Vaccinating billions means finding forms around a patent impasse

According to Oxfam, nine out of ten people in underdeveloped countries will miss the vaccine in 2021.

Photographer: Prashanth Vishwanathan / Bloomberg

Covid-19 vaccines appear to protect millions of citizens around the world richer countries in the coming months. But inoculating the rest of the planet’s population can mean finding a way to avoid a dead end in intellectual property.

Representatives of the 164 member states of the World Trade Organization met last week in Geneva to discuss a proposal by India and South Africa to waive broad sections of WTO intellectual property rules and try to forge an agreement on how patents were developed in the race against Covid-19.

The meeting ended without consensus and frustrated the poorest countries that sponsored the proposal and legal protections for vaccines remained intact. This may be a victory for patent protection advocates, but the pressure for change will only grow if billions of people in the poorest countries are not vaccinated as the rich world begins to get a steady stream of doses of Pfizer Inc. and BioNTech SE, Moderna Inc. and AstraZeneca Plc.

Inoculating the world

“With the biggest health crisis we’ve experienced, we still can’t find alternative ways to deal with intellectual property issues when everyone’s lives are at stake,” said Tahir Amin, executive director of the Medicines Initiative, access and knowledge, an organization that promotes better access to drugs. “You have the defenders who say, ‘Let’s knock down the wall,’ and then you have the investors who say, ‘If we open the door, it’s like the floodgates.’ We have to be smarter than that.”

A patent grants drug manufacturers exclusive rights to manufacture a vaccine they developed, and also provides them with the power to charge a price that covers research and development costs. Its profit margin per dose, however, depends on the urgency of the situation and, in the midst of a pandemic, charging anything more than development costs is likely to be controversial. India’s proposal would require the waiver to remain in force until there is widespread vaccination and the majority of the world’s population has developed immunity.
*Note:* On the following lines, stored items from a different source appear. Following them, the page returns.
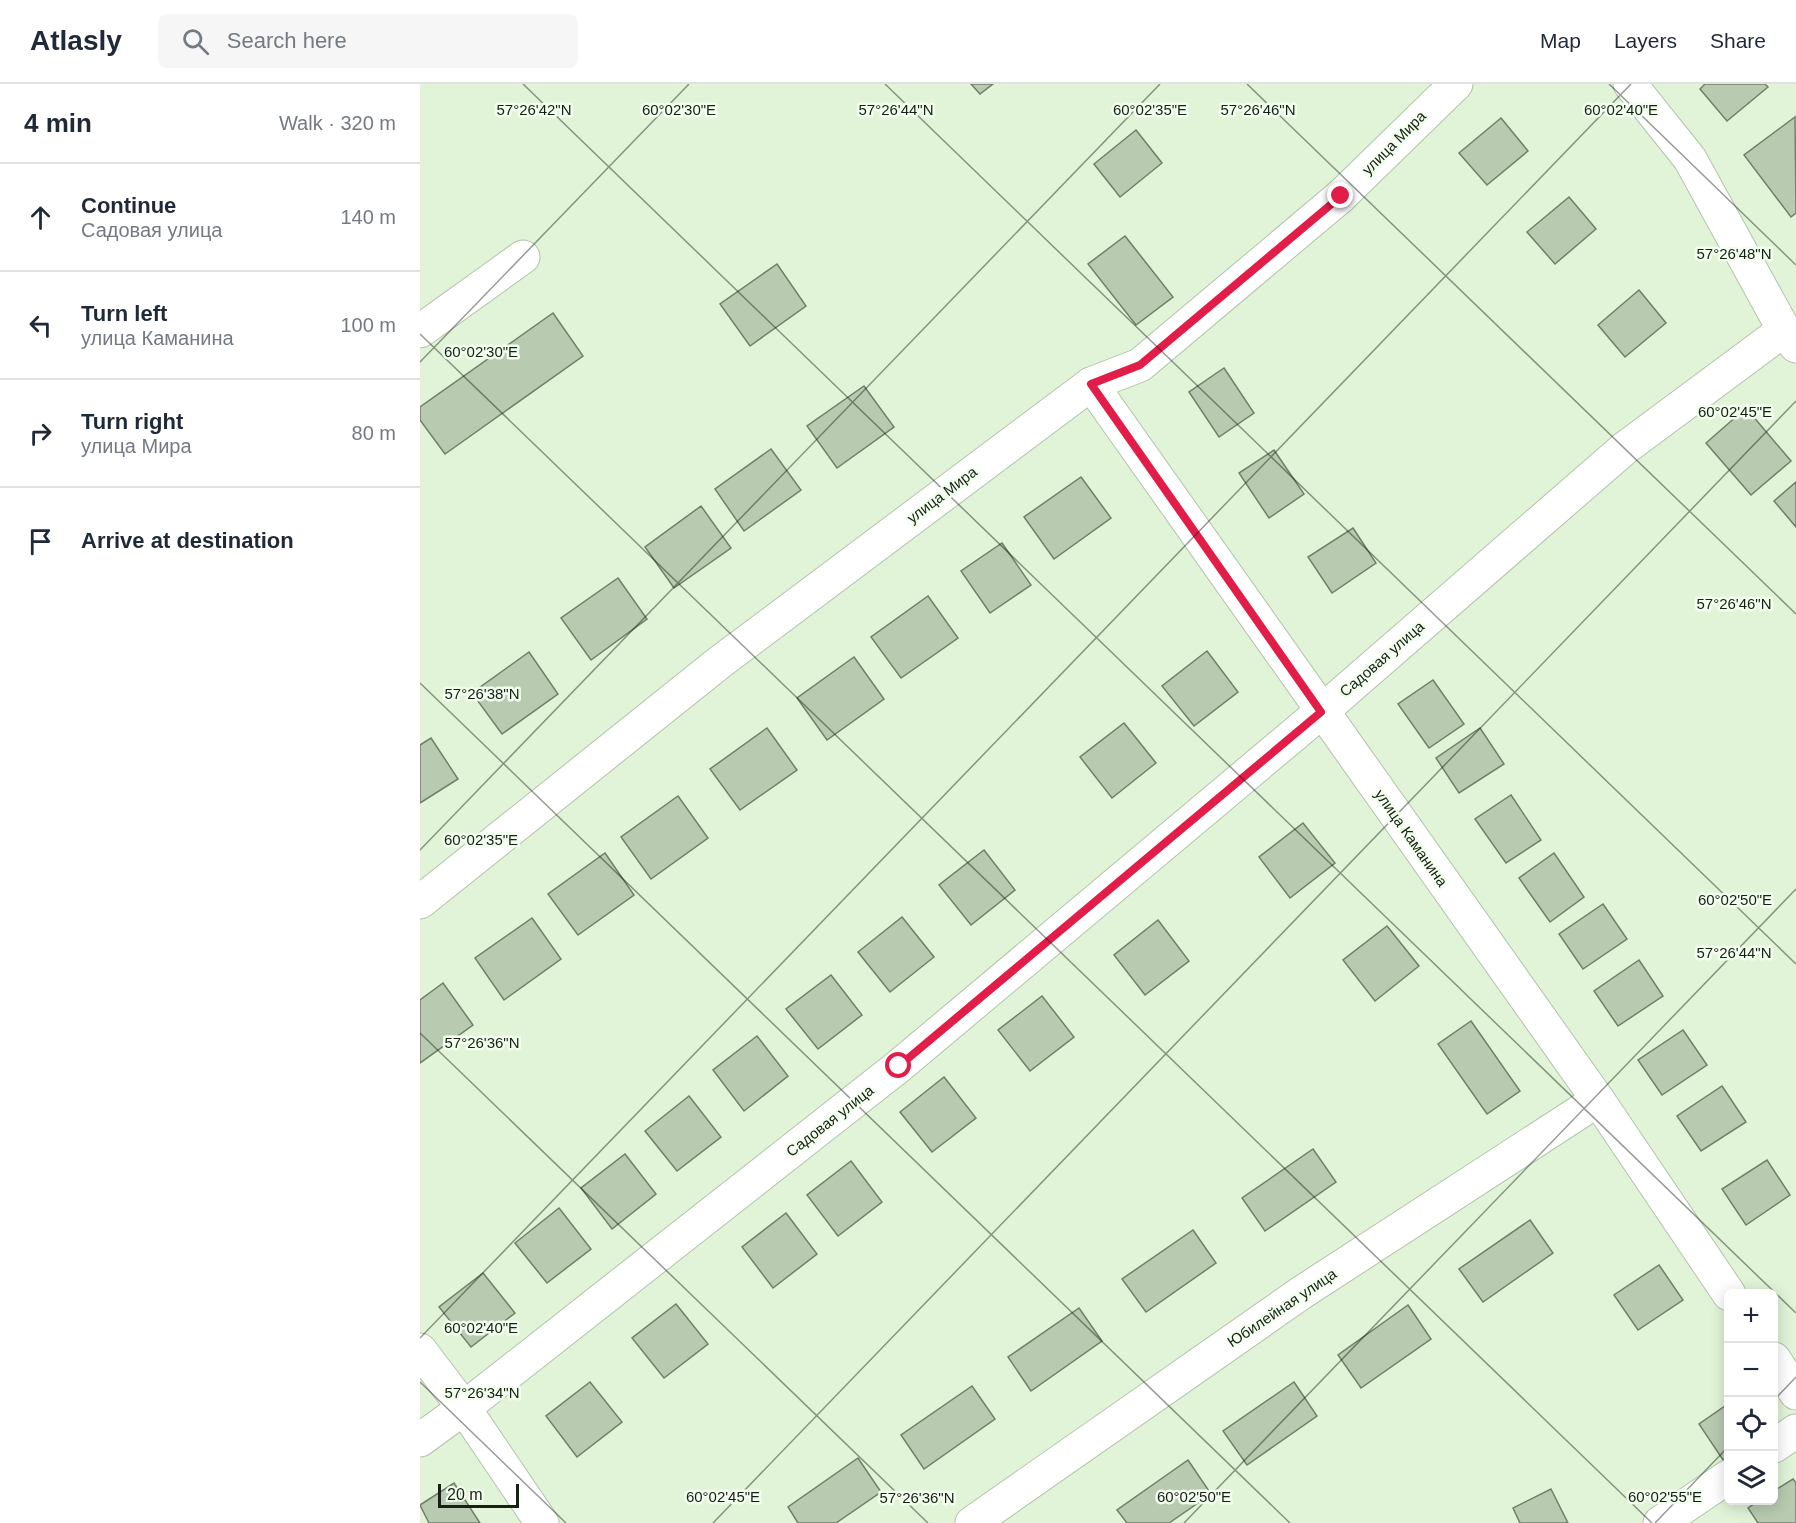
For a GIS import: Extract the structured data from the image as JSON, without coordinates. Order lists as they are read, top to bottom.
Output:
{
  "streets": {
    "street": [
      "улица Мира",
      "Садовая улица",
      "улица Каманина",
      "Юбилейная улица"
    ]
  },
  "crossings": [
    ["улица Мира", "улица Каманина"],
    ["Садовая улица", "улица Каманина"],
    ["улица Каманина", "Юбилейная улица"]
  ],
  "scale_bar": "20 m",
  "page": {
    "header": "Atlasly",
    "search": "Search here",
    "nav": ["Map", "Layers", "Share"],
    "heading": ["4 min", "Walk · 320 m"],
    "list": [
      ["Continue", "Садовая улица", "140 m"],
      ["Turn left", "улица Каманина", "100 m"],
      ["Turn right", "улица Мира", "80 m"],
      "Arrive at destination"
    ],
    "map_buttons": ["+", "−"],
    "scale": "20 m"
  },
  "coordinates": [
    "57°26'42\"N",
    "57°26'44\"N",
    "57°26'46\"N",
    "60°02'30\"E",
    "60°02'35\"E",
    "60°02'40\"E",
    "57°26'48\"N",
    "60°02'45\"E",
    "57°26'38\"N",
    "60°02'50\"E",
    "57°26'36\"N",
    "57°26'34\"N",
    "60°02'55\"E"
  ]
}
Whether it is possible to reconcile will only become clear as the pandemic unfolds. The European Union and the United States, where the main drug manufacturers live, are vehemently opposed to the proposal, although prices may offer room for negotiation.

Pfizer and its partner BioNTech has said its vaccine will cost the United States $ 19.50 a dose. It’s likely to be too much for many poorer countries, even if they are discounted, especially considering the cost of the vaccine’s ice cream storage requirements. But the AstraZeneca vaccine costs $ 4 to $ 5 per dose and is the big hope for the developing world right now.

The Covax alliance, an effort backed by more than 90 rich countries that seeks to increase access to vaccines by about 90 poor people, has reached an agreement with AstraZeneca to buy and distribute vaccines.

Last month, Covax said it had raised $ 2 billion, but it may not be enough, as it needs another $ 5 billion next year to get two million doses. On Tuesday, the EU and the European Investment Bank announced € 500 million ($ 608 million) in funding to help vaccinate 1 billion people as part of that effort.

“We’re an integrated world,” said Fred Abbott, a professor at Florida State University College of Law. “Everyone understands that everyone can be vaccinated in the United States, but if you don’t vaccinate everyone around the world, you’ll still have a problem.”

However, pressure from developing countries will only increase next year if they remain within reach. UNAIDS, the UN agency that fights the immunodeficiency virus, defines it as a choice between “a people’s vaccine or a for-profit vaccine.”

Covid-19 vaccine launch in the UK

One patient receives the Covid-19 vaccine in Newcastle, UK, on ​​8 December.

Photographer: Owen Humphreys / PA Wire / Bloomberg

Although the first vaccines have been distributed in recent days in the UK, nine out of ten people in poor countries will miss a vaccine in 2021, according to Oxfam. This echoes the early days of the AIDS response, said Winnie Byanyima, UNAIDS executive director, when “treatment was only available to the rich while the poorest countries had to wait years.”

The International Federation of Pharmaceutical Manufacturers and Associations argues that patent suspension is fraught with danger. If you give up patents this time, you run the risk of damaging all the medical infrastructure that allowed Covid vaccines to be developed in record time, said CEO Thomas Cueni.